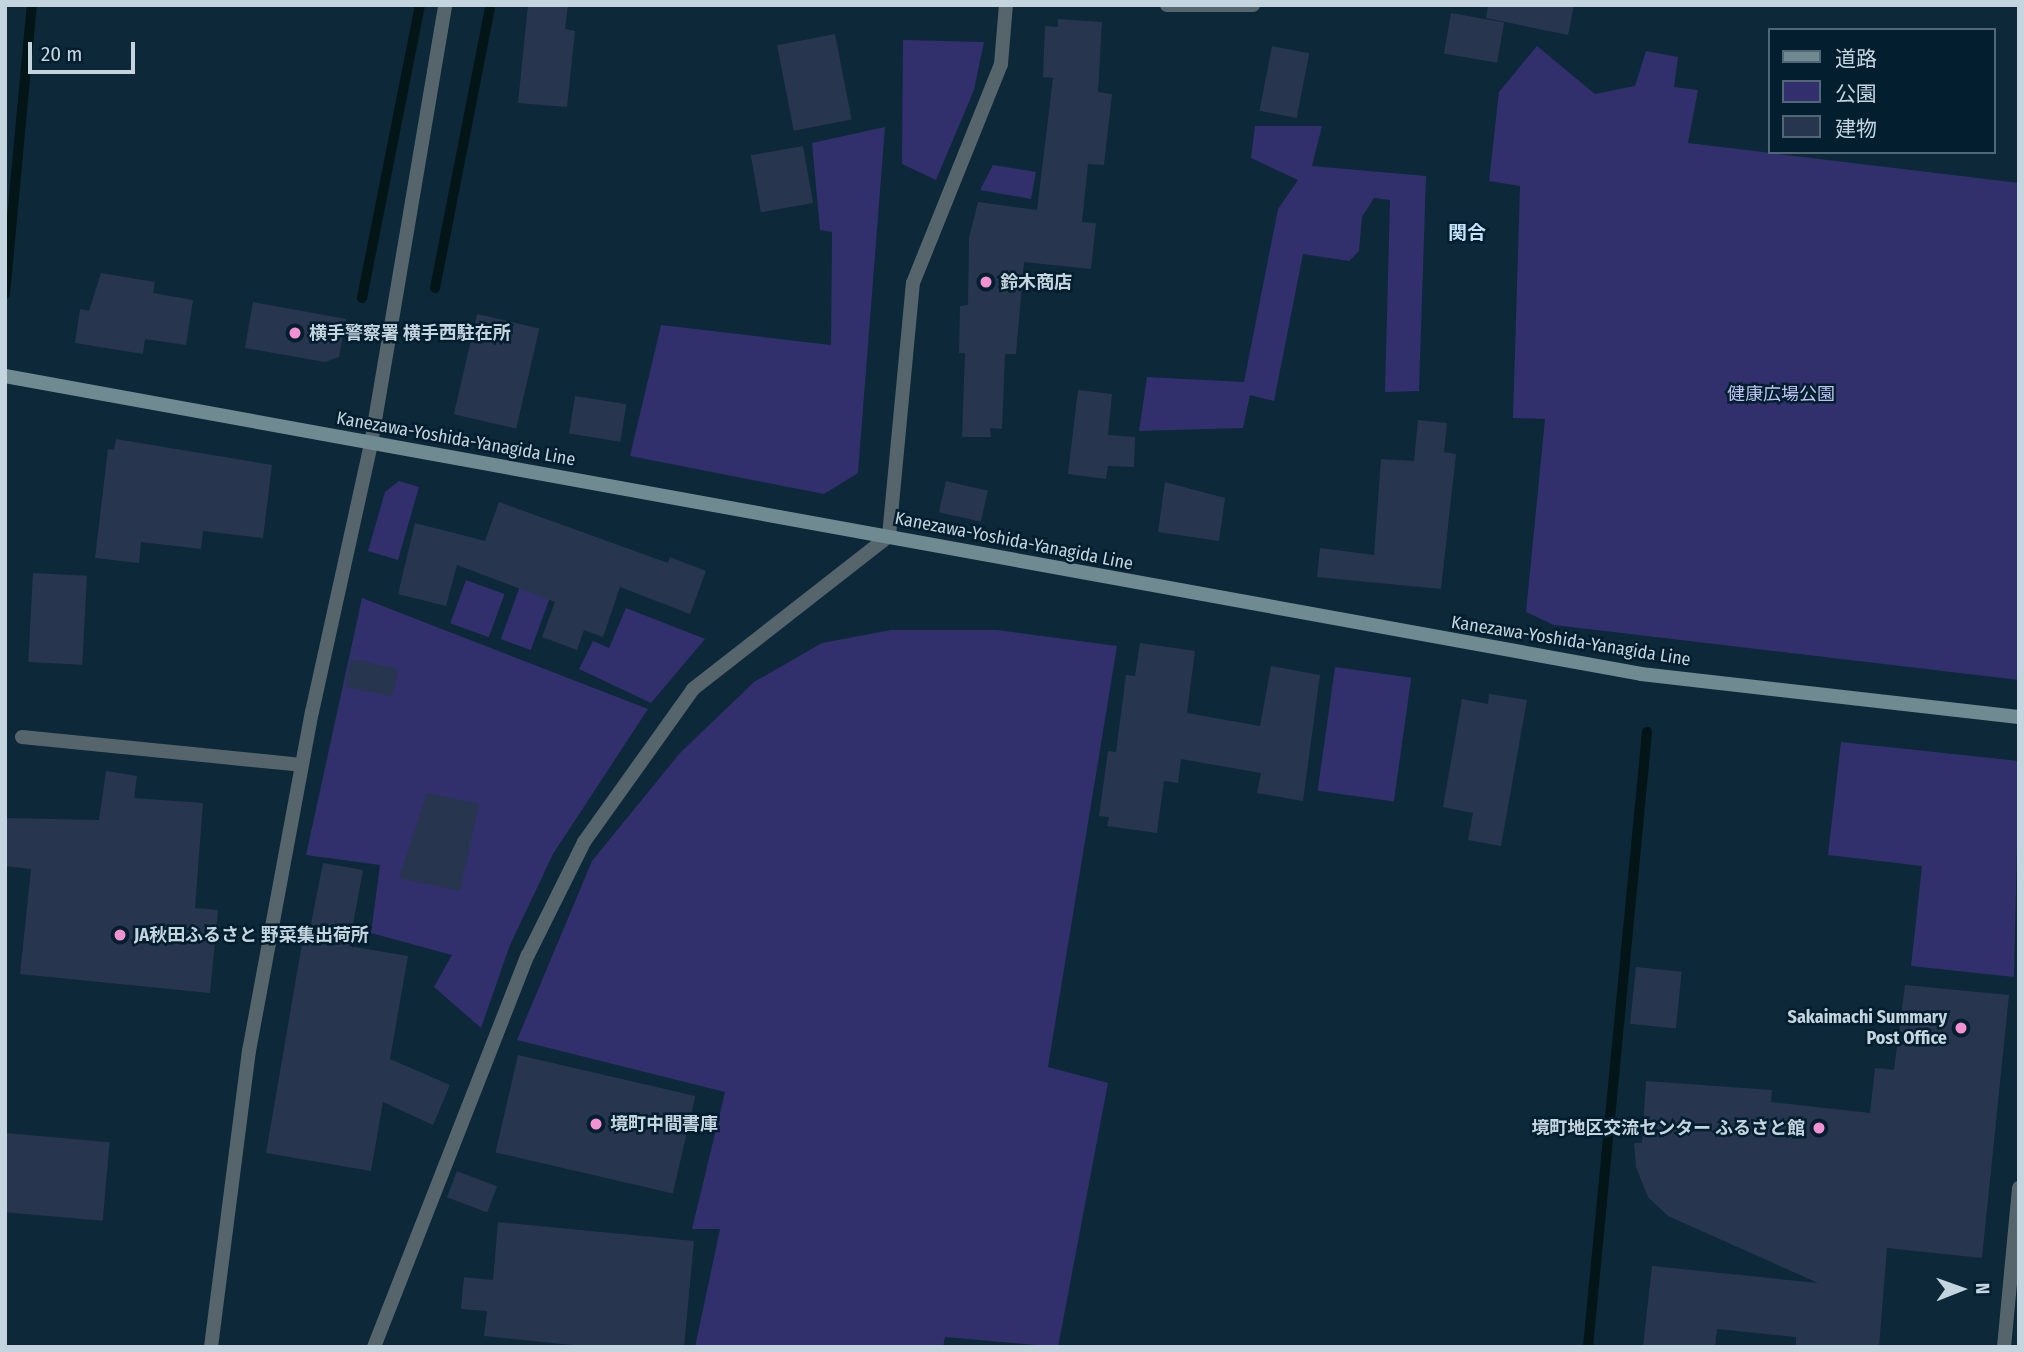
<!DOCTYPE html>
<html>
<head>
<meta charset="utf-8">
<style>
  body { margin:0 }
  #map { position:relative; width:2024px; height:1352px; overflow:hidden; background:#0c2839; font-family:"Fira Sans Condensed","Noto Sans JP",sans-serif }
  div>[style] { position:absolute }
  .green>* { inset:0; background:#31306c; transform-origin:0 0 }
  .stream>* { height:10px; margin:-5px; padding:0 5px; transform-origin:5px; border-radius:5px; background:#031517 }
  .building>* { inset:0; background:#27364e; transform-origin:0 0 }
  .minor>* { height:14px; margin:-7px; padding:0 7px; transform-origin:7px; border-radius:7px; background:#55656b }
  .tertiary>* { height:14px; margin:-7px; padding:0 7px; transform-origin:7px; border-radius:7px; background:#55656b }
  .secondary>* { height:14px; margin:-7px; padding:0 7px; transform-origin:7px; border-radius:7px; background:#708a92 }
  .dots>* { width:19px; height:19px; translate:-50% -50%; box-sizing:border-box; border:4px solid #031e2f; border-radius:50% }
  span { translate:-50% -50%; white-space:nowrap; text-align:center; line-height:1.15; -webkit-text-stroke:5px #031e2f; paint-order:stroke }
  .poi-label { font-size:18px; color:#c5d5e0; font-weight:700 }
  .left { translate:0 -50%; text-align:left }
  .right { translate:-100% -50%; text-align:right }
  .park-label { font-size:18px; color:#bec3f0 }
  .street-label { font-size:18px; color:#c5d5e0 }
  .neighbourhood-label { font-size:19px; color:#c3e3fb; font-weight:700 }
  .frame { position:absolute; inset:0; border:7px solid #c5d5e0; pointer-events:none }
  .legend { position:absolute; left:1768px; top:28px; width:228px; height:126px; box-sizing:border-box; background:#031e2f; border:2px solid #516776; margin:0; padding:9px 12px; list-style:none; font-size:21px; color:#c5d5e0 }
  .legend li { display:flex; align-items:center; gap:14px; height:35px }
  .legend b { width:35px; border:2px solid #516776 }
  .north { position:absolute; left:1926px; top:1254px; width:70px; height:70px; -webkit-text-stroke:5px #031e2f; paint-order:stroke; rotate:89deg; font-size:19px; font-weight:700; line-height:28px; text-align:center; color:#c5d5e0 }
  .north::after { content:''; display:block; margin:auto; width:24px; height:32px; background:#c5d5e0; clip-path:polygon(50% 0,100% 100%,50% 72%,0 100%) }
  .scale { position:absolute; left:28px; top:42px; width:107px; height:32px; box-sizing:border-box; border:4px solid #c5d5e0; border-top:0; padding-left:9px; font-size:21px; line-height:24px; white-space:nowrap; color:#c5d5e0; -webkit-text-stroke:5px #031e2f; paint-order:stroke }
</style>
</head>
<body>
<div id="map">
  <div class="green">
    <div style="clip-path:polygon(903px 40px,984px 42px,974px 90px,936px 180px,902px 164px)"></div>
    <div style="clip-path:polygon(1537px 46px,1595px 94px,1635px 86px,1646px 51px,1678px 57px,1674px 87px,1698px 90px,1688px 143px,2019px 183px,2019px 680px,1554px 625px,1526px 612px,1545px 419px,1513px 418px,1520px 186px,1489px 181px,1499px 92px)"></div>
    <div style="clip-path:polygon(1255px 126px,1322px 126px,1312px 166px,1426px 176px,1419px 391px,1385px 392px,1390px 200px,1374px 198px,1362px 217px,1359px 251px,1349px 261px,1303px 254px,1274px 401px,1250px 395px,1243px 428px,1139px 431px,1147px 377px,1244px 382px,1278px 209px,1298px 180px,1251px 158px)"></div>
    <div style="clip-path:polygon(885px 127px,858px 473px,824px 494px,630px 456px,661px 325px,831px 345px,832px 232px,820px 230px,812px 143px)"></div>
    <div style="clip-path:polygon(993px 165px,1036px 172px,1031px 199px,980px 190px)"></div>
    <div style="clip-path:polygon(399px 481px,419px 487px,398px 560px,368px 551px,385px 492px)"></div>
    <div style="left:523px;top:578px;width:32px;height:65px;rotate:20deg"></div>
    <div style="left:466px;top:580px;width:41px;height:46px;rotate:20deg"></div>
    <div style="clip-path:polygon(362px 598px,648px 709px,553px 854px,510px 945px,481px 1028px,434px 987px,452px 955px,371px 933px,380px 865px,306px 855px)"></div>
    <div style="clip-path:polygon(626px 608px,705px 639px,651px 703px,579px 669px,593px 641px,609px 648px)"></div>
    <div style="clip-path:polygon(891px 630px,997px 630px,1117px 646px,1048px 1067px,1108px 1083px,1058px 1347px,945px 1337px,943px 1347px,695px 1347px,720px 1229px,692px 1229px,725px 1092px,517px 1040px,592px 861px,680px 753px,754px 682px,822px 643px)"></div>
    <div style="left:1335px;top:667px;width:77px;height:125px;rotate:8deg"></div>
    <div style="clip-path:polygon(1841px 742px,2019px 761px,2014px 977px,1911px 966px,1922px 866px,1828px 855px)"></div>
  </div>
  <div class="stream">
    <div style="left:435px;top:288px;width:286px;rotate:-78.9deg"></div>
    <div style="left:5px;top:294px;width:290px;rotate:-84.7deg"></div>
    <div style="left:362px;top:298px;width:299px;rotate:-78.8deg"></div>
    <div style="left:1588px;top:1347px;width:618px;rotate:-84.52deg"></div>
  </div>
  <div class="building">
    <div style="clip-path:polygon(528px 5px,568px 5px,565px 29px,575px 31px,567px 107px,518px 103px)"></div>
    <div style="clip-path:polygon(1488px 5px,1574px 5px,1568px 35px,1486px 18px)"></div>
    <div style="left:1451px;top:13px;width:54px;height:41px;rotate:10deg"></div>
    <div style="clip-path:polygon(1058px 19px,1102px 22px,1098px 92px,1112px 94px,1104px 165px,1088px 164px,1082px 222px,1096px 223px,1091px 269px,1024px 262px,1016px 354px,1005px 354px,1002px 429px,990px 428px,991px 437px,962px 437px,965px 353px,959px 353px,960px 306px,968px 305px,969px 238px,978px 202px,1037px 210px,1053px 78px,1043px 77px,1045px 26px,1058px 27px)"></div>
    <div style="left:835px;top:34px;width:87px;height:59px;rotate:79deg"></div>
    <div style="left:1272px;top:46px;width:38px;height:66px;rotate:11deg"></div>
    <div style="left:803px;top:146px;width:58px;height:53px;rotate:80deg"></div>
    <div style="clip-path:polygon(101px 273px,155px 282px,153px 293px,193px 300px,186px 345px,145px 339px,143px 354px,75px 343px,80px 309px,89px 311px)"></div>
    <div style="clip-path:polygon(253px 302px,346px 319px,339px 357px,325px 362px,245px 348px)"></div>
    <div style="left:477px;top:314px;width:64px;height:103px;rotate:13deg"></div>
    <div style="clip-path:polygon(1078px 390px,1112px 394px,1108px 435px,1135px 437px,1134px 467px,1108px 466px,1106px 479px,1068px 474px)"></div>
    <div style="left:575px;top:396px;width:52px;height:38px;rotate:9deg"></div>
    <div style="clip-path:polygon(1418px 420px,1447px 423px,1444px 452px,1456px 454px,1441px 589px,1317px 577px,1320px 548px,1374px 555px,1381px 459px,1414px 461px)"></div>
    <div style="clip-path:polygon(116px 439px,272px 465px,263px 538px,203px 531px,201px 549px,141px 542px,139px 563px,95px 558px,108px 449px,114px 450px)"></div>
    <div style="left:946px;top:481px;width:43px;height:32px;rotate:13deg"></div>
    <div style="clip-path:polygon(1165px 482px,1225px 498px,1219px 541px,1158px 532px)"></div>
    <div style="clip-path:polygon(499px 502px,668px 563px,670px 557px,706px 571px,690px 614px,620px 587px,603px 637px,584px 630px,577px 650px,542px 637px,555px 602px,457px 565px,446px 606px,398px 594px,415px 523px,485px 541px)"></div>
    <div style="left:33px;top:573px;width:54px;height:89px;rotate:3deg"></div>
    <div style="clip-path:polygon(1140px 643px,1195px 651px,1187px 713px,1260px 726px,1271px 666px,1320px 675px,1303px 801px,1257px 793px,1261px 773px,1181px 759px,1178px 783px,1164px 781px,1157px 833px,1107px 826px,1109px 817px,1099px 816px,1108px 751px,1116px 752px,1126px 675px,1135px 676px)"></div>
    <div style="left:351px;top:659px;width:48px;height:28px;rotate:12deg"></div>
    <div style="clip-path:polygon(1489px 694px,1527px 700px,1501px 846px,1468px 840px,1473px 813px,1443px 807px,1462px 699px,1488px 704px)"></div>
    <div style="clip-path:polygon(106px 771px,137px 776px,134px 798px,203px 803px,195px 908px,218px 910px,210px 993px,20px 974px,31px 869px,5px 866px,5px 818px,99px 820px)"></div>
    <div style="clip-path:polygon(427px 793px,479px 804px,460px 891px,399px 878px)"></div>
    <div style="clip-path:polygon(323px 863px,363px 870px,349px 946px,408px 956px,390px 1059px,450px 1085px,433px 1125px,383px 1102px,371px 1171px,266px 1153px,303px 938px,308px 939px)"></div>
    <div style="left:1636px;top:967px;width:46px;height:57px;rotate:6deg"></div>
    <div style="clip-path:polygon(1905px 985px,2009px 995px,1982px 1258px,1887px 1248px,1879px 1347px,1796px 1347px,1796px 1337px,1717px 1329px,1715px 1347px,1643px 1347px,1652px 1266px,1818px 1283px,1668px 1216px,1648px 1197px,1636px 1167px,1634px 1143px,1642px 1143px,1646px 1081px,1772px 1090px,1771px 1102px,1870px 1113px,1875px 1068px,1894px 1070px)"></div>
    <div style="left:518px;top:1055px;width:182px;height:100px;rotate:13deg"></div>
    <div style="left:5px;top:1133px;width:105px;height:79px;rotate:5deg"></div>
    <div style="left:457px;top:1171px;width:43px;height:28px;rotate:21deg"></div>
    <div style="clip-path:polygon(498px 1222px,694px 1241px,684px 1347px,592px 1347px,484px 1336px,487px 1311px,461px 1309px,464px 1277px,493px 1280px)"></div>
  </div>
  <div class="minor">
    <div style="left:1167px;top:5px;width:86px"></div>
    <div style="left:22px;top:737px;width:281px;rotate:5.7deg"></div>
    <div style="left:374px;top:1347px;width:421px;rotate:-68.6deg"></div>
    <div style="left:528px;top:955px;width:126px;rotate:-63.6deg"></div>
    <div style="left:584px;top:842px;width:188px;rotate:-54.5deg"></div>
    <div style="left:693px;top:689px;width:249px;rotate:-38deg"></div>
    <div style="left:889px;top:536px;width:254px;rotate:-84.6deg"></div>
    <div style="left:913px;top:283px;width:236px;rotate:-68.1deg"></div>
    <div style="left:1001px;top:64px;width:59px;rotate:-85.2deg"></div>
    <div style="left:2004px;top:1347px;width:160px;rotate:-84.6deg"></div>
  </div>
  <div class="tertiary">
    <div style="left:211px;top:1347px;width:298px;rotate:-82.7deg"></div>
    <div style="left:249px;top:1051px;width:345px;rotate:-79.5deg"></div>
    <div style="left:312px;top:712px;width:274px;rotate:-77.6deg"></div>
    <div style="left:371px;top:444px;width:445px;rotate:-80.4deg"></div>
  </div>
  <div class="secondary">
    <div style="left:5px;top:376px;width:1663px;rotate:10.32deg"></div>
    <div style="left:1641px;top:674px;width:380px;rotate:6.5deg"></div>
  </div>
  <div class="dots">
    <div style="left:986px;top:282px;background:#f491d3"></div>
    <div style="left:295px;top:333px;background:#f491d3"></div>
    <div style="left:120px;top:935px;background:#f491d3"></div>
    <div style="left:1961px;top:1028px;background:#f491d3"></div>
    <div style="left:596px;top:1124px;background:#f491d3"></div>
    <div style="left:1819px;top:1128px;background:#f491d3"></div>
  </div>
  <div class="poi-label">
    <span class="left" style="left:1000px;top:282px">鈴木商店</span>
    <span class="left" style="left:309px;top:333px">横手警察署 横手西駐在所</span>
    <span class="left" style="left:134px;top:935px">JA秋田ふるさと 野菜集出荷所</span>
    <span class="right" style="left:1947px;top:1028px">Sakaimachi Summary<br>Post Office</span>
    <span class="left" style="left:610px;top:1124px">境町中間書庫</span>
    <span class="right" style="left:1805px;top:1128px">境町地区交流センター ふるさと館</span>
  </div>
  <div class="park-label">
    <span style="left:1781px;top:394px">健康広場公園</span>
  </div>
  <div class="street-label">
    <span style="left:456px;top:439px;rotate:10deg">Kanezawa-Yoshida-Yanagida Line</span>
    <span style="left:1014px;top:541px;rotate:11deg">Kanezawa-Yoshida-Yanagida Line</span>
    <span style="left:1571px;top:641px;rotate:9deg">Kanezawa-Yoshida-Yanagida Line</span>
  </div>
  <div class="neighbourhood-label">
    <span style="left:1467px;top:233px">関合</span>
  </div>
  <div class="frame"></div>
  <ul class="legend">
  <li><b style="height:9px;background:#708a92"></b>道路</li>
  <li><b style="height:19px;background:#31306c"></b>公園</li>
  <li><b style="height:19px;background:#27364e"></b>建物</li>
  </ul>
  <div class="north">N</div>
  <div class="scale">20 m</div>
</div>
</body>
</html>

◆ ◆ ◆ ◆ ◆ ◆ ◆

Your assignment
One stretch of the lines above is wanted, from the line that contains "position:relative; width:2024px; height:1352px;" through the line that contains "position:absolute; left:1926px; top:1254px;". Output it exactly.

Solution
  #map { position:relative; width:2024px; height:1352px; overflow:hidden; background:#0c2839; font-family:"Fira Sans Condensed","Noto Sans JP",sans-serif }
  div>[style] { position:absolute }
  .green>* { inset:0; background:#31306c; transform-origin:0 0 }
  .stream>* { height:10px; margin:-5px; padding:0 5px; transform-origin:5px; border-radius:5px; background:#031517 }
  .building>* { inset:0; background:#27364e; transform-origin:0 0 }
  .minor>* { height:14px; margin:-7px; padding:0 7px; transform-origin:7px; border-radius:7px; background:#55656b }
  .tertiary>* { height:14px; margin:-7px; padding:0 7px; transform-origin:7px; border-radius:7px; background:#55656b }
  .secondary>* { height:14px; margin:-7px; padding:0 7px; transform-origin:7px; border-radius:7px; background:#708a92 }
  .dots>* { width:19px; height:19px; translate:-50% -50%; box-sizing:border-box; border:4px solid #031e2f; border-radius:50% }
  span { translate:-50% -50%; white-space:nowrap; text-align:center; line-height:1.15; -webkit-text-stroke:5px #031e2f; paint-order:stroke }
  .poi-label { font-size:18px; color:#c5d5e0; font-weight:700 }
  .left { translate:0 -50%; text-align:left }
  .right { translate:-100% -50%; text-align:right }
  .park-label { font-size:18px; color:#bec3f0 }
  .street-label { font-size:18px; color:#c5d5e0 }
  .neighbourhood-label { font-size:19px; color:#c3e3fb; font-weight:700 }
  .frame { position:absolute; inset:0; border:7px solid #c5d5e0; pointer-events:none }
  .legend { position:absolute; left:1768px; top:28px; width:228px; height:126px; box-sizing:border-box; background:#031e2f; border:2px solid #516776; margin:0; padding:9px 12px; list-style:none; font-size:21px; color:#c5d5e0 }
  .legend li { display:flex; align-items:center; gap:14px; height:35px }
  .legend b { width:35px; border:2px solid #516776 }
  .north { position:absolute; left:1926px; top:1254px; width:70px; height:70px; -webkit-text-stroke:5px #031e2f; paint-order:stroke; rotate:89deg; font-size:19px; font-weight:700; line-height:28px; text-align:center; color:#c5d5e0 }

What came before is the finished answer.